Can someone please tell me why El Nino increases global mean temperature and La Nina decreases it? according to the model they do not change mean temperature, they just redistribute it around the globe
Deal to this guys. It is important. Why? because should a logical explanation not be found it proves that surface measurements are not accurate. Do the satellite measurements show the same correlation? If they don’t then ‘bingo!” – you’v found the strongest arguments yet that surface measurement are biased by environment. How the heck could 18 months of El Nino increase mean marine temperature by any degree measurable??

Michael C
Reply to  Michael C
January 23, 2016 11:32 am

Much is made of the 98 Spike. If the records are remotely accurate then this deserves much more attention.
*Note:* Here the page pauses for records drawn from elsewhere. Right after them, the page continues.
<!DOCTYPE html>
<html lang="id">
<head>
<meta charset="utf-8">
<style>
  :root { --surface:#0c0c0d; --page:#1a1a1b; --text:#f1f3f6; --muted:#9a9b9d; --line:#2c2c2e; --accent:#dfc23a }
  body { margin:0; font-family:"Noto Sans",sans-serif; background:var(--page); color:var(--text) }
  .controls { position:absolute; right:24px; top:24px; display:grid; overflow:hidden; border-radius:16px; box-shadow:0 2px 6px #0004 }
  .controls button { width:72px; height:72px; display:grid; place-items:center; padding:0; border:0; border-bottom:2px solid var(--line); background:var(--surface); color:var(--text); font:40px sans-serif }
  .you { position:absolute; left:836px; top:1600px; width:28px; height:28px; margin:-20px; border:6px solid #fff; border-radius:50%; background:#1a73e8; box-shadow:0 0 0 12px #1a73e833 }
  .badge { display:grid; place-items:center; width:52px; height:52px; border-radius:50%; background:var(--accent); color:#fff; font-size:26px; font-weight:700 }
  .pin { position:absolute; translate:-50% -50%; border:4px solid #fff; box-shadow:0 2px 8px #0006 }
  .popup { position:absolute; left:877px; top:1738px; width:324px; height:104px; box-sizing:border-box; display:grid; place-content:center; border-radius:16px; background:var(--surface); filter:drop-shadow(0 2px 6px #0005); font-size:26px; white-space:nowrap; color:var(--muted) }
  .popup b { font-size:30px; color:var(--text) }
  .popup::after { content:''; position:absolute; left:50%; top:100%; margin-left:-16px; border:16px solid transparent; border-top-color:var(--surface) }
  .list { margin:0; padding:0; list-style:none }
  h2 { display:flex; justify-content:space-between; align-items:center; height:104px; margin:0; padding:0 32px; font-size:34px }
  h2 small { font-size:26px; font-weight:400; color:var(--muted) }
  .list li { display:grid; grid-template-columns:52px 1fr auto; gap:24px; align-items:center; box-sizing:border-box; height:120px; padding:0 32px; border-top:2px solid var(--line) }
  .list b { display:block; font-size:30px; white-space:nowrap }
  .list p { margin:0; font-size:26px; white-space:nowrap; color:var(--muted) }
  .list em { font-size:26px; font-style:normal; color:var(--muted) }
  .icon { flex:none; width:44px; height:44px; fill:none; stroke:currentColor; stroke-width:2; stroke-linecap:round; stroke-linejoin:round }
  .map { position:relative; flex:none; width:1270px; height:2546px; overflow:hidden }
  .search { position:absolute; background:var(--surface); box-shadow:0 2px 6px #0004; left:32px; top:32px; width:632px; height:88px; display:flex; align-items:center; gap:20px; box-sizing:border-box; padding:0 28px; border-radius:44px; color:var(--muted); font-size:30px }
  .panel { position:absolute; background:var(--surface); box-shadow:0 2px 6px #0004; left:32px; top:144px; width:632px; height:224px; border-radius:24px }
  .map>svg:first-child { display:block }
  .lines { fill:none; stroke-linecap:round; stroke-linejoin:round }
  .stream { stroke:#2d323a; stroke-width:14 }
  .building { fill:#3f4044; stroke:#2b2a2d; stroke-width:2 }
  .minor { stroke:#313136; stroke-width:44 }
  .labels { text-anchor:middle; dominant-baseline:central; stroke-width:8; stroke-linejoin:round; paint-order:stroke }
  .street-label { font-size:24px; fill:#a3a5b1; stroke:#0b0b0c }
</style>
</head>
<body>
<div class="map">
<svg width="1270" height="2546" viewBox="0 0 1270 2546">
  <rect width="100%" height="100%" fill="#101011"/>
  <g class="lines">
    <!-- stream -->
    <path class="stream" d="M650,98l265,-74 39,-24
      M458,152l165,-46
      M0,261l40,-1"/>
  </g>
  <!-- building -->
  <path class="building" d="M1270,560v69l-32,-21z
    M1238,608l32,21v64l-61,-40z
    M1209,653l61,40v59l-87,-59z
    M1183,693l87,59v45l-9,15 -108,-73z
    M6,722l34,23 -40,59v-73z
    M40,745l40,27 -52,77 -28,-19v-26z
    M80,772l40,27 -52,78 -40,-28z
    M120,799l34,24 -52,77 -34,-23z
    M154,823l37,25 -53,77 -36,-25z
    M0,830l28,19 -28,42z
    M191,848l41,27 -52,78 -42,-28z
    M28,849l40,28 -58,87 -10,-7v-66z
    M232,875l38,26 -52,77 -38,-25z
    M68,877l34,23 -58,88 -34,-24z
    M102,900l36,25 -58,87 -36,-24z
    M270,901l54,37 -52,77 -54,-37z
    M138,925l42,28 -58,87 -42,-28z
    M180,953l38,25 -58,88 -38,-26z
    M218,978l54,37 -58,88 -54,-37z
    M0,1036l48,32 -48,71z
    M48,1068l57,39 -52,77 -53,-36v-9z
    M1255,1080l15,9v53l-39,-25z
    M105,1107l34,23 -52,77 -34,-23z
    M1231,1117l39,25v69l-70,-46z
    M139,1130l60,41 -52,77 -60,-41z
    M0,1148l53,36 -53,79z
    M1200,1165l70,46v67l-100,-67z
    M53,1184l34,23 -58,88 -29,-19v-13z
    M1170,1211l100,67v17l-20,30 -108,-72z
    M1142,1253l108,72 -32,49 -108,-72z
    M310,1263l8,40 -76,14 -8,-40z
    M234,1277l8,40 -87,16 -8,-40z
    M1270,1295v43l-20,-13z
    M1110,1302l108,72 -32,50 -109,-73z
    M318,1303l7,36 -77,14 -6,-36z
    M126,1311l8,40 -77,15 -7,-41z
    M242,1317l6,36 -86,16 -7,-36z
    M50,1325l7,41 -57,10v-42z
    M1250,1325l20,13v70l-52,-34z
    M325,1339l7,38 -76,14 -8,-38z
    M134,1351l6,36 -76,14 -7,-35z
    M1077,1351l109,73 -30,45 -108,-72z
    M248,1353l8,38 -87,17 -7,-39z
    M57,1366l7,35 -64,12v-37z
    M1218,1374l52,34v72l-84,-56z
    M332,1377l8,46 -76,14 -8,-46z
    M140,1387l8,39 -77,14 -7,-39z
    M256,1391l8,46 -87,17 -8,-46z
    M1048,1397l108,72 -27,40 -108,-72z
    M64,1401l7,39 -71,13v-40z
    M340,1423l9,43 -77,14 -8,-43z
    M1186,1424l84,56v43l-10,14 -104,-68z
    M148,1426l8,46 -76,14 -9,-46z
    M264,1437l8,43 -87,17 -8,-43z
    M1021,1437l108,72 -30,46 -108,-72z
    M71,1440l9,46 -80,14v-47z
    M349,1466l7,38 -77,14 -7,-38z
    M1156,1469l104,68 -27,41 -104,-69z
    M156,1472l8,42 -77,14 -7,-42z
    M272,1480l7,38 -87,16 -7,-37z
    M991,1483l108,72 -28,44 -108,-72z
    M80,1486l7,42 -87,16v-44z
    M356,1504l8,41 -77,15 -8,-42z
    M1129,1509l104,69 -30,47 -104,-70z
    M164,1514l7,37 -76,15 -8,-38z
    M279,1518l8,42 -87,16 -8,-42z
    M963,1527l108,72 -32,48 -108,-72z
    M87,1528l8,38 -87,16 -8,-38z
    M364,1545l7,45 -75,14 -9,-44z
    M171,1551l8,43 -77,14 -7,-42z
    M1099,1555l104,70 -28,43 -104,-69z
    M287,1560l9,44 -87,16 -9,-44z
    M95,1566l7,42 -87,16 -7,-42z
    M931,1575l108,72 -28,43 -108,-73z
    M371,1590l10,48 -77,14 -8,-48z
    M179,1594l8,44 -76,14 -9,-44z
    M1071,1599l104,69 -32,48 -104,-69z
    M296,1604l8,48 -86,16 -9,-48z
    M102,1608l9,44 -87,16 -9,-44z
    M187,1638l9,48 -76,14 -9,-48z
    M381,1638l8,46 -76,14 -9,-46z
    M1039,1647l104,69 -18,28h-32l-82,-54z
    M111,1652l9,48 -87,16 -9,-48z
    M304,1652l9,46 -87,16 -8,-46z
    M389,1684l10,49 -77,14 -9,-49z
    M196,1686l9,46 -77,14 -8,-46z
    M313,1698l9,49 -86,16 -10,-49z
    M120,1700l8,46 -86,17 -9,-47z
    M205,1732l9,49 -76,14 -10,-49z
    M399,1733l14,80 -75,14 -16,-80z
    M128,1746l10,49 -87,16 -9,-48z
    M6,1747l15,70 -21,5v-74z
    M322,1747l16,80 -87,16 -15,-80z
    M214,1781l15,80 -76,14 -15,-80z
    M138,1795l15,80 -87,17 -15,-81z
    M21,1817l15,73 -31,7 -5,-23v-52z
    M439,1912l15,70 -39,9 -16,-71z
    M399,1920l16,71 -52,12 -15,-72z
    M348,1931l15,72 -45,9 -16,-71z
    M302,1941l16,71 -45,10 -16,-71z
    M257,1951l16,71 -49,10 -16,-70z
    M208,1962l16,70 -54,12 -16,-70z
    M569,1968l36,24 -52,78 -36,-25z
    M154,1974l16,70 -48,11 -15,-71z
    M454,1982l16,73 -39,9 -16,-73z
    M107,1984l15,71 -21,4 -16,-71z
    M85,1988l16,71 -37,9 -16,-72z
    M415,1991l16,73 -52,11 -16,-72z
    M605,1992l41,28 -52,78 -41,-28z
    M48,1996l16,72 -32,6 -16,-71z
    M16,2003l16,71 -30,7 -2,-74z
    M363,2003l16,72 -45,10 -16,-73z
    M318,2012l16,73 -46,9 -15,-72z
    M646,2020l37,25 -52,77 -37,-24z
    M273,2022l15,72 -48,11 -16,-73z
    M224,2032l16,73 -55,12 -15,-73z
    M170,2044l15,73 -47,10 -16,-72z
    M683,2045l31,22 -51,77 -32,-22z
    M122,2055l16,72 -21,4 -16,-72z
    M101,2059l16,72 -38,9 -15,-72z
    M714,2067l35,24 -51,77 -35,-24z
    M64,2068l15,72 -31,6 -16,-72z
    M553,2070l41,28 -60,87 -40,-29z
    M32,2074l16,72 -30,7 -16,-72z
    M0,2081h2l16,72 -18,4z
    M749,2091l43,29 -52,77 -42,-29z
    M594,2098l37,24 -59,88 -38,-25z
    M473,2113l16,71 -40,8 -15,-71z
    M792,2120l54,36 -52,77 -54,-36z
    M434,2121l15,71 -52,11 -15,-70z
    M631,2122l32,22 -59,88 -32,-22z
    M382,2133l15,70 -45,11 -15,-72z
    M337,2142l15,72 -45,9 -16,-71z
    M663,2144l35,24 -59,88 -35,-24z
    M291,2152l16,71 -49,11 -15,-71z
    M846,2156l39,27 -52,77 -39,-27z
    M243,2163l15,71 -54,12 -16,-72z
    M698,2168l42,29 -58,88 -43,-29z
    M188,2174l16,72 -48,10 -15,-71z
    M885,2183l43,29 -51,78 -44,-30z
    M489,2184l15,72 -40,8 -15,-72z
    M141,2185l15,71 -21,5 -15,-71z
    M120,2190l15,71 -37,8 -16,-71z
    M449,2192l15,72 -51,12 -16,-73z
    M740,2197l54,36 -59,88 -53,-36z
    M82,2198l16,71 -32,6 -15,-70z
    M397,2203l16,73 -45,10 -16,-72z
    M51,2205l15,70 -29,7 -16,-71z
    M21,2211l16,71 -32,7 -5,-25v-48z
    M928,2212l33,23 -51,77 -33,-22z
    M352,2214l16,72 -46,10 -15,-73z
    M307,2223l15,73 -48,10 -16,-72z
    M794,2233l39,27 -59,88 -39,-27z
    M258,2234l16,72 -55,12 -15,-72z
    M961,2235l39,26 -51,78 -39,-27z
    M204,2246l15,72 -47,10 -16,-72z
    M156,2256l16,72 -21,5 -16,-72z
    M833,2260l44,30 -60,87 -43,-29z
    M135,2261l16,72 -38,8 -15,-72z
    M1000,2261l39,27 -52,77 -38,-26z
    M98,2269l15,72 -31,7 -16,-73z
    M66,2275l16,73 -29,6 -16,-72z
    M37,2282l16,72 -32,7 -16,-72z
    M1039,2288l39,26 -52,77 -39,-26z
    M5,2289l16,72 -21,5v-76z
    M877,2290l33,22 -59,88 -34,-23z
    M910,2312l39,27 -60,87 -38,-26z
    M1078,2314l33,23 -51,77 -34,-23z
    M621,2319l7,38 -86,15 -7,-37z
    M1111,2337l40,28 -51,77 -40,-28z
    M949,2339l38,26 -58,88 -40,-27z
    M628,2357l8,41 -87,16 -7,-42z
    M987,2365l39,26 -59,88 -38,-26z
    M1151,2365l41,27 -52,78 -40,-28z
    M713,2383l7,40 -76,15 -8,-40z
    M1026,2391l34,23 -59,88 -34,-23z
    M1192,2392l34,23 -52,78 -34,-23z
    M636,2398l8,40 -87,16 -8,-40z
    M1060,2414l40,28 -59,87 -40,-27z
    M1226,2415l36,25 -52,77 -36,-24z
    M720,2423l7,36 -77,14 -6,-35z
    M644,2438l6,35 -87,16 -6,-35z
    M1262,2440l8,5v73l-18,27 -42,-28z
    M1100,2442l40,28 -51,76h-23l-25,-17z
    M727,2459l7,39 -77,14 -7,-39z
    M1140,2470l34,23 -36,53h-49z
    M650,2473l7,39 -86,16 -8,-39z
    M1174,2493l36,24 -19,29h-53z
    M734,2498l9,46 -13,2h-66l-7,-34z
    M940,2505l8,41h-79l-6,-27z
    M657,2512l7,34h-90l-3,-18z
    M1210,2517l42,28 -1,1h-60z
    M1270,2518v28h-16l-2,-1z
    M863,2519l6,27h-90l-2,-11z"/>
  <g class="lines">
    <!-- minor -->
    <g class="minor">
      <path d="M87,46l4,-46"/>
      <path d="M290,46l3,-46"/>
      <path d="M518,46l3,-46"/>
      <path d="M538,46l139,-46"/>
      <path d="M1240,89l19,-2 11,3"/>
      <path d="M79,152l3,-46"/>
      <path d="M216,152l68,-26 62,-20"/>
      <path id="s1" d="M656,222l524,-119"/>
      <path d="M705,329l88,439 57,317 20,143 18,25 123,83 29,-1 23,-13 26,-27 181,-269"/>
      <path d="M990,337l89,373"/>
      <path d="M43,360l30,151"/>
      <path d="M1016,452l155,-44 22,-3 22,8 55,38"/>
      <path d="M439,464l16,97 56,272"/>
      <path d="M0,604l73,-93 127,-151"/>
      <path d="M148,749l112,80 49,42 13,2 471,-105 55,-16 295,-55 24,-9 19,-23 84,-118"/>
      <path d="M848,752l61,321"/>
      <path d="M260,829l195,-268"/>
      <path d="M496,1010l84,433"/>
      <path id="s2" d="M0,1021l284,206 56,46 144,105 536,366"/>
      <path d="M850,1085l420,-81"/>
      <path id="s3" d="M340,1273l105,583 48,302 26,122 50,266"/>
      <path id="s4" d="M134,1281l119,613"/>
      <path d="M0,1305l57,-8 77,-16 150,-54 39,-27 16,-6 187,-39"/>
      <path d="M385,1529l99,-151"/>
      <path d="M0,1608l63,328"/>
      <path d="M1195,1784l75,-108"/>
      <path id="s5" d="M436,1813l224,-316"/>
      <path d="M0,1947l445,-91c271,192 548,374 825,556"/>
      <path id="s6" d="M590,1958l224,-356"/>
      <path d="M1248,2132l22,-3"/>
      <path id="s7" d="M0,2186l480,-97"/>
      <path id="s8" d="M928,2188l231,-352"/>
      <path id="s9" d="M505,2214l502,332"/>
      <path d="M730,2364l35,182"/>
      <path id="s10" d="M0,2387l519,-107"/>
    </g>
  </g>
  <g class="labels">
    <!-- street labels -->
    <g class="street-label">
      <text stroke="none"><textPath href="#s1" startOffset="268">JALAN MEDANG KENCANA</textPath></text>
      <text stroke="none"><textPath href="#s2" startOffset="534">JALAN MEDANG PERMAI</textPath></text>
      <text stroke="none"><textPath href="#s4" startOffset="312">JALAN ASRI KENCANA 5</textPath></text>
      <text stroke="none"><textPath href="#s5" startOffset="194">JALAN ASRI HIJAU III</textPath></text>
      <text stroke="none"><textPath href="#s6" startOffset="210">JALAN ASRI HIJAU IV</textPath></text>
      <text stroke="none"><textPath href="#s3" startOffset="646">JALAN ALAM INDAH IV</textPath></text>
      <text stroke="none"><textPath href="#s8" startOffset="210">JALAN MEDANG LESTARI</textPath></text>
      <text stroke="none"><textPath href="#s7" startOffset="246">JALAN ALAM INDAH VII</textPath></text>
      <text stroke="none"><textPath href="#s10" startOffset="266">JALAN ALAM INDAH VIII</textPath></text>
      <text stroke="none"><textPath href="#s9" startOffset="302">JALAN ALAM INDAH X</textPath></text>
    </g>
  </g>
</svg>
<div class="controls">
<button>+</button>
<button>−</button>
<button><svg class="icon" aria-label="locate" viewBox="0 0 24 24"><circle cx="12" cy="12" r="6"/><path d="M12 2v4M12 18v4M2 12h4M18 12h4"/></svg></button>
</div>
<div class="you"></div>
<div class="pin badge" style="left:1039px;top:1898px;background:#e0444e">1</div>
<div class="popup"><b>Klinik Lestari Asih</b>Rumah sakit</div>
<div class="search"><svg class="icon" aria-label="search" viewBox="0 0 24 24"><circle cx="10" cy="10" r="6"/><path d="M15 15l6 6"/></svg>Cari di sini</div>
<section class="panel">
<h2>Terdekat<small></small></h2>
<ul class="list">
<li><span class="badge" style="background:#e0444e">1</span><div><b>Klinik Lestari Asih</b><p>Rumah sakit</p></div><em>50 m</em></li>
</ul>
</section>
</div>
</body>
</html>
A spike can only be the result of 2 factors or a combination of both:
A genuine pulse in mean global temperature due to increased energy input or decreased output
A distinct environmental change that resulted in elevated temperature readings within the zones measured that did not reflect the global mean
Either way it appears almost impossible for mean global temperature to increase at the rate shown for 98. Why – the sea. It is a huge energy soak that is comprised of millions of zones and cells measurable on a meter scale. Any swimmer knows this. Measure the mean? Who do they think they are fooling

January 23, 2016 5:29 pm

Another option: not thoroughly enough fabricated …

January 23, 2016 8:39 pm

Dr. Roy Spencer posted radiosonde data in Figure 7 of
http://www.drroyspencer.com/2015/04/version-6-0-of-the-uah-temperature-dataset-released-new-lt-trend-0-11-cdecade
This indicates the surface-adjacent lowest troposphere warmed since 1979 by about .02, maybe .03 degree C per decade more than the satellite-measured lower troposphere.